High risk drinking consortium gets national attention


High risk drinking consortium gets national attention

12 Feb 2016    

A CEHS housed program in the Department of Educational Psychology that has worked since 1979 to prevent alcohol and drug abuse in Nebraska was on a national stage Feb. 10. Megan Hopkins, project manager for the Nebraska Collegiate Consortium To Reduce High Risk Drinking (NCC), participated in a national webinar to rollout a new toolkit for prevention practitioners. The toolkit is a project of the Substance Abuse and Mental Health Services Administration's (SAMHSA) Center for the Application of Prevention Technologies. The toolkit provides resources to help build the capacity to initiate, strengthen, and maintain collaborations that enhance prevention processes and improve health outcomes.

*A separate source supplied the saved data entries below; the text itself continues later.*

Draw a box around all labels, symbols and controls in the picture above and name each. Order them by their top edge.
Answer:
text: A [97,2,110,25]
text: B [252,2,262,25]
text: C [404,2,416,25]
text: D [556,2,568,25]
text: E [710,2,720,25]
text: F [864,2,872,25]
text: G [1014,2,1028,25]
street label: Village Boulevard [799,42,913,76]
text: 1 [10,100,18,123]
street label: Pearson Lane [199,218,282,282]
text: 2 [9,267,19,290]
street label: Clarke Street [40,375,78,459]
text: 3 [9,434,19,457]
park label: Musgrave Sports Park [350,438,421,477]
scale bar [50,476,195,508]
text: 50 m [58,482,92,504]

On the webinar, Hopkins spoke about the NCC’s offshoot, the Omaha Collegiate Consortium, which brought together eight Omaha-area colleges and universities to share resources and partner in reducing high-risk drinking among its college students. It is funded by a SAMHSA Partnership for Success Grant and is currently in the third year of five years of funding that helps fund data collection and sharing among the institutions and allows for high-risk drinking prevention at each institution and in the Omaha community. The OCC is featured in the toolkit which can be viewed at http://go.unl.edu/occ216.

The NCC is coordinating the rollout of a statewide educational program on 26 campuses across Nebraska, and is a project of the Nebraska Prevention Center for Alcohol and Drug Abuse based in Educational Psychology. NCC was founded 10 years ago with 13 member institutes, and now it includes 26 intuitions of higher education across Nebraska.

The Nebraska Prevention Center was founded in 1979 by Ian Newman (EDPS) to provide leadership and technical assistance to government and educational agencies. In addition to Newman and Hopkins, other CEHS faculty/staff involved in the program are Duane Shell and Michele Maas.